Intel is in the process of bringing Core i7 down to a 32 nm fabrication process and will begin production and shipping of the processor in the second half of 2009. The new 32 nm platform is codenamed Westmere and is comprised of two 32 nm Core i7 processors and a new chipset family called the Intel 5-series (P55 and P57). With the move to 32 nm, Intel will free up room on the package to integrate graphics. With Westmere-based Core i7 processors, the first series of products will come with a 45nm integrated graphics core and memory controller, on a separate die, on the same processor.

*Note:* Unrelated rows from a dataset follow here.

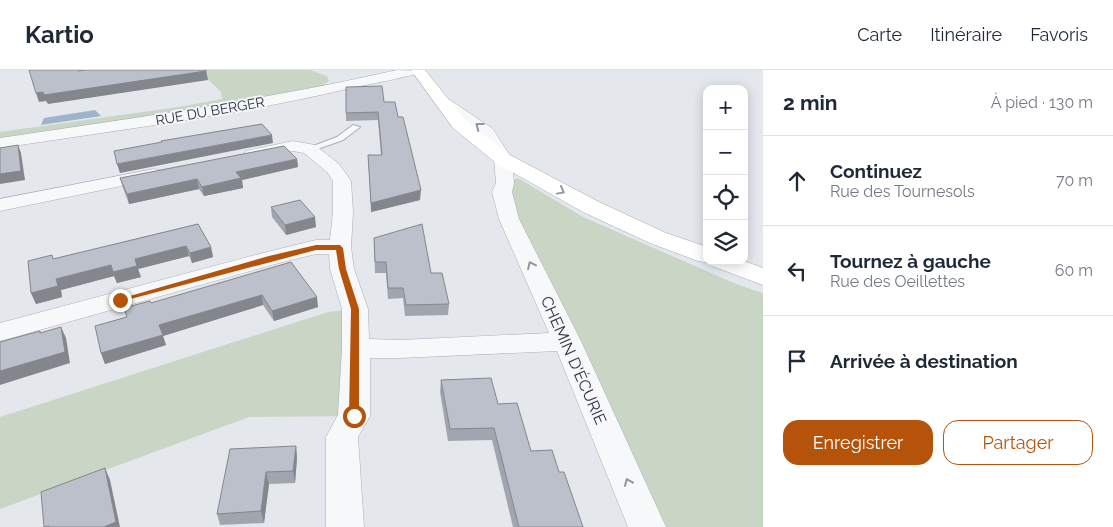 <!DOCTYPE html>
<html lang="fr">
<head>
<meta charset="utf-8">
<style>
  :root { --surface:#fff; --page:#f2f2f3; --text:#1f2937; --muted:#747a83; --line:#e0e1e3; --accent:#b45309 }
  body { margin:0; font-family:Raleway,sans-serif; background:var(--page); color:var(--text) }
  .controls { position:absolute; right:15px; top:15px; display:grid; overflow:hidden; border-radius:10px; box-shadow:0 2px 12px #0003 }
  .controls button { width:45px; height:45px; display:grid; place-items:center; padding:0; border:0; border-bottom:1px solid var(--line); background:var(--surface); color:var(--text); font:25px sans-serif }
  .stop { position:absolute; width:15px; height:15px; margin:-11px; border:4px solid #b45309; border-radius:50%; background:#fff }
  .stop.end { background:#b45309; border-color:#fff; box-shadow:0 1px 5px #0008 }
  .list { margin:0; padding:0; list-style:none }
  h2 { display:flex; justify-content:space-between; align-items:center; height:65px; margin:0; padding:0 20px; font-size:21px }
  h2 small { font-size:16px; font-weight:400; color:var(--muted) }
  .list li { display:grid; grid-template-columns:32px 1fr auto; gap:15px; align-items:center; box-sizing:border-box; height:90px; padding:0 20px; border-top:1px solid var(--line) }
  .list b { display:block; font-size:19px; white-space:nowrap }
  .list p { margin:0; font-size:16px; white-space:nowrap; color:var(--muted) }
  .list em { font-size:16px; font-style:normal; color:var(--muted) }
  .actions { display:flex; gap:10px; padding:15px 20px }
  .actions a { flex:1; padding:11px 0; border:1px solid var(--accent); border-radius:15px; text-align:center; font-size:18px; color:var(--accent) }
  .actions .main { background:var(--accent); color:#fff }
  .icon { flex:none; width:28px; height:28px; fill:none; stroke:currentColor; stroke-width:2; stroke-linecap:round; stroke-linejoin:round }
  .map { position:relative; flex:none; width:763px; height:457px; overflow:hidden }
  header { display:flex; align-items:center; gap:30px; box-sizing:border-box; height:70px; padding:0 25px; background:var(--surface); border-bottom:1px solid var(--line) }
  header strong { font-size:24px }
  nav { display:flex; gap:28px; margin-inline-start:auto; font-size:18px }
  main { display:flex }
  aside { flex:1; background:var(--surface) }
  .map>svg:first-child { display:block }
</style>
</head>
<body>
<header>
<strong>Kartio</strong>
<nav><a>Carte</a><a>Itinéraire</a><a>Favoris</a></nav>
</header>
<main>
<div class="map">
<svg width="763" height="457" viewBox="0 0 763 457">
  <rect width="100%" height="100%" fill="#e4e7ec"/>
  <path fill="#c9d6c5" d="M 198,0 L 310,0 L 327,6 L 329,11 L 322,16 L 301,22 L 0,70 L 0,62 L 178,37 L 222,29 L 221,22 Z
    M 518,108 L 583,147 L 736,214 L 763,223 L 763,457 L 647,457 L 558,252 L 505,113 Z
    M 355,239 L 354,346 L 249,347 L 0,439 L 0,347 L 328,242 Z"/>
  <path fill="#9fb4cc" d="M 95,40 L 101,46 L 41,55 L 44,48 Z"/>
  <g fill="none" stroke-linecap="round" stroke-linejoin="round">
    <g stroke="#a9aeb7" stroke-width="2">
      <path id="service" d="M 353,55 L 360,57 L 343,70 L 309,82 L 305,79 L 337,67 Z"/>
    </g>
    <g stroke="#a9aeb7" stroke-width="1">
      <path id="minor" d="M 397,0 L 425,1 C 422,4 366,15 356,17 C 239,45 119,60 0,78 L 0,68 C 133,48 266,30 397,0 Z
        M 445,29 L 450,30 L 493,59 L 512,89 L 514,113 L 512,122 L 519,149 L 581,271 L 666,457 L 628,457 L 557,281 L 400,288 L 370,288 L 370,346 L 358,367 L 364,457 L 326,457 L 326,367 L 338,345 L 342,278 L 342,239 L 330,199 L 329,184 L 316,184 L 279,193 L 0,271 L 0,253 L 263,183 L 316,170 L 330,170 L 333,142 L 333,111 L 327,102 L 304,83 L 293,81 L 252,90 L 246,89 L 243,85 L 246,81 L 293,71 L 315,75 L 339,94 L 351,111 L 353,142 L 351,177 L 354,199 L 368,239 L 369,269 L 400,270 L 549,263 L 499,149 L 492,122 L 496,113 L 494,89 L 481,65 L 440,36 L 438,33 L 440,30 Z
        M 154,99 L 160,100 L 163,104 L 160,108 L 0,141 L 0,129 Z"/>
    </g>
    <g stroke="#a3abb8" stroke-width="1">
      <path id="primary" d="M 411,0 L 425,0 L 465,50 L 510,85 L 599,132 L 666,163 L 707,177 L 707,191 L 744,191 L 763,198 L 763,215 L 712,196 L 710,193 L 698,191 L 650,173 L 583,142 L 496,93 L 453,58 Z"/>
    </g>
    <use href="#service" fill="#f7f8fa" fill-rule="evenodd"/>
    <use href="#minor" fill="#f7f8fa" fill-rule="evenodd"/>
    <use href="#primary" fill="#fff" fill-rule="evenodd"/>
  </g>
  <path fill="#a1a5ae" d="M 384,32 L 398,47 L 420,130 L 371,142 L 368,85 L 381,85 L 378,50 L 346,51 L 346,43 Z
    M 297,89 L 298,97 L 242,110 L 243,118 L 204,126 L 199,119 L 129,134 L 123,118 L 120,108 Z
    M 271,137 L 316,157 L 286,165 L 272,147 Z
    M 198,154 L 211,177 L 213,187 L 192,193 L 189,186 L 138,199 L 141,207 L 117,213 L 114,206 L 61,220 L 62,227 L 36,234 L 31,223 L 52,185 L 53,189 Z
    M 374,168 L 431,203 L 449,234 L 448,245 L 405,246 L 403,228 L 388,229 L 386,203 L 375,203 Z
    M 291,192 L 318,237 L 274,251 L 263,235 L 163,266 L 166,275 L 105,294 L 101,283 L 127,247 Z
    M 441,310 L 498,334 L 531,381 L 559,402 L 583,457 L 513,457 L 492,370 L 448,371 L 440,322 Z
    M 296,376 L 297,388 L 295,413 L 269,414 L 264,453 L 220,455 L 217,444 Z"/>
  <path fill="#83868d" d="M 206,0 L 208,10 L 48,34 L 46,31 L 39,32 L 36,23 Z
    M 272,65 L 273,73 L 120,103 L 117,94 Z
    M 18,75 L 21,83 L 25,110 L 0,114 L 0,104 Z
    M 297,89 L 298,97 L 242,110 L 243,118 L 204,126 L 202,117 L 236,102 Z
    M 197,109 L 199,119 L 129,134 L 127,124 Z
    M 421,120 L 420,130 L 371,142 L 371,133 Z
    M 315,147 L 316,157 L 286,165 L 285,155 Z
    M 186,176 L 189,186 L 138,199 L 141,207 L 117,213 L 114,206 L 61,220 L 62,227 L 36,234 L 31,223 L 56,209 Z
    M 211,177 L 213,187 L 192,193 L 190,183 Z
    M 262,225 L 263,235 L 163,266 L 166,275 L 105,294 L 101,283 L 159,255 Z
    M 317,227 L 318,237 L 274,251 L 272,241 Z
    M 61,257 L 66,268 L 70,293 L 0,315 L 0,301 Z
    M 296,376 L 297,388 L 295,413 L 293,401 Z
    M 105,398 L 110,410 L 120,457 L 104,457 Z
    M 266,402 L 269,414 L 264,453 L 261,441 Z"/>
  <path fill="#bbc0ca" stroke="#83868d" d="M 29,0 L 78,0 L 78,1 L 86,0 L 206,0 L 206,1 L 44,25 L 43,22 L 36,23 Z
    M 382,16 L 384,32 L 395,32 L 398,47 L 403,47 L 421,120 L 371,133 L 368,85 L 382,85 L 378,42 L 346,43 L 346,17 Z
    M 262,54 L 272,65 L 117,94 L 114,81 L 162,72 L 161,71 Z
    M 18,75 L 21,101 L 0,104 L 0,78 Z
    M 284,76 L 297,89 L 236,102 L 241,108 L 202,117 L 197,109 L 127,124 L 120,108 Z
    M 300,130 L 315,147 L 285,155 L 271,137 Z
    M 198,154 L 211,177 L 190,183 L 186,176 L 135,189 L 137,196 L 113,202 L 111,195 L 56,209 L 58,216 L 31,223 L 28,191 L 52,185 L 53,189 Z
    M 422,154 L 431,203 L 442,203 L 449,234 L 406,235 L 403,218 L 388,218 L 386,192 L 375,192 L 374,168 Z
    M 291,192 L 317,227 L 272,241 L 262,225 L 159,255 L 163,265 L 101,283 L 95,256 L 127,247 L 124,238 L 150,231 L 151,233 Z
    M 61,257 L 65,282 L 0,301 L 0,272 L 40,261 L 40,263 Z
    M 491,308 L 498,334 L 517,333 L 531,381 L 552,380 L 559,402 L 564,402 L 583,457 L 519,457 L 494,358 L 450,359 L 441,310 Z
    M 296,376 L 293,401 L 266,402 L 261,441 L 217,444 L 230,379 Z
    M 105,398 L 116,452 L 104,457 L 49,457 L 49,456 L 44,457 L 41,422 Z"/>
  <defs><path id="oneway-chevron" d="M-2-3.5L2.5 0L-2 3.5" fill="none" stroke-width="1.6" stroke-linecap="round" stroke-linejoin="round" transform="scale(1.25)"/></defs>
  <g stroke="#9196a0">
    <use href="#oneway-chevron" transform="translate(479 56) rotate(-142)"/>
    <use href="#oneway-chevron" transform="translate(531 195) rotate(-115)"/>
    <use href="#oneway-chevron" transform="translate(628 412) rotate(-113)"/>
  </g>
  <use stroke="#959aa2" href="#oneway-chevron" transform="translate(561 121) rotate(29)"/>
  <path fill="#b45309" d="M 316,175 L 340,175 L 343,178 L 346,199 L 359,239 L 359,346 L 354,350 L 349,346 L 351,239 L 339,199 L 336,180 L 316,180 L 123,231 L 116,230 L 269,186 Z"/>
  <g text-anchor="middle" stroke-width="4" stroke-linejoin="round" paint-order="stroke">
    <g font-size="14" fill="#2b3445" stroke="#f4f6f9">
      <text transform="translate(210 41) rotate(-10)" y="5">RUE DU BERGER</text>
    </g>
    <g font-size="16" fill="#2b3445" stroke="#f4f6f9">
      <text transform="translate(574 290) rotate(66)" y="6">CHEMIN D'ÉCURIE</text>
    </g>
  </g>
</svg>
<div class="controls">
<button>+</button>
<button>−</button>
<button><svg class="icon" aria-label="locate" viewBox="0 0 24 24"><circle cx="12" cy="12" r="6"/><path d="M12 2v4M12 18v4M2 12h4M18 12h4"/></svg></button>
<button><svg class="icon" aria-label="layers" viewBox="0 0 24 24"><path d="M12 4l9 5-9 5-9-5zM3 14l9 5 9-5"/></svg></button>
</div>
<div class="stop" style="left:354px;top:346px"></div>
<div class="stop end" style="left:120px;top:230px"></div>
</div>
<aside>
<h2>2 min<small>À pied · 130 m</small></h2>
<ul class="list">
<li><svg class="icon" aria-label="ahead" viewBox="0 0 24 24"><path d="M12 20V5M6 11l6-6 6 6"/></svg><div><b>Continuez</b><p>Rue des Tournesols</p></div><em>70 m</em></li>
<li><svg class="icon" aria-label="left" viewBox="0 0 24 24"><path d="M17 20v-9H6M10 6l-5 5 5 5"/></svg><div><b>Tournez à gauche</b><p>Rue des Oeillettes</p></div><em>60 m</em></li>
<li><svg class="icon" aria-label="arrive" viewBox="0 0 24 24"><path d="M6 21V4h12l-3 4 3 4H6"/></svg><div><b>Arrivée à destination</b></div></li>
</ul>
<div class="actions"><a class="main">Enregistrer</a><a>Partager</a></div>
</aside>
</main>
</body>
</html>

According to Intel, the following processors will be on their way later this year:
Desktop Performance / Mainstream:
Clarkdale: 2 cores / 4 threads, with integrated graphics/memory controller
Mobile Extreme / Mainstream:
Arrandale: 2 cores /4 threads, with integrated graphics/memory controller
Intel will be utilizing existing graphics technologies, manufacture the integrated graphics die at 45nm and not be using any new graphics technologies--specifically Larrabee.
Prior to the two 32 nm Core i7 products above, Intel will release Lynnfield and Clarksfield for the desktop and mobile markets, respectively. Both of which will be 45 nm Core i7 processors offering four cores/eight threads with the same on-die memory controller as existing i7 CPUs. All four processors will be running on the Intel 5-series chipset family as well. While Intel did say that 32 nm processors will begin production later in the year, Intel hesitated to indicate when products from OEMs will begin to be available on the market.
Once Intel's Westmere platform is on the market, Intel will begin its next transition into a future platform called Sandy Bridge, which will succeed the Nehalem microarchitecture.
They aren't offering Enthusiast models with the 32nm?
This would be saddening...
Hey, I read it. And I also note that it's not necessarily raw power that keeps people upgrading. Efficiency is another thing that is looked at. The move to a smaller process will probably lead to cooler processors - and in this case something interesting in die size, where they can add particular integrated chipsets. This is a boon to the HTPC market. However, just buying the die shrunk 45nm Core 2 Duo last year for an HTPC... it makes one wonder how much money idle costs are causing them to throw out the window.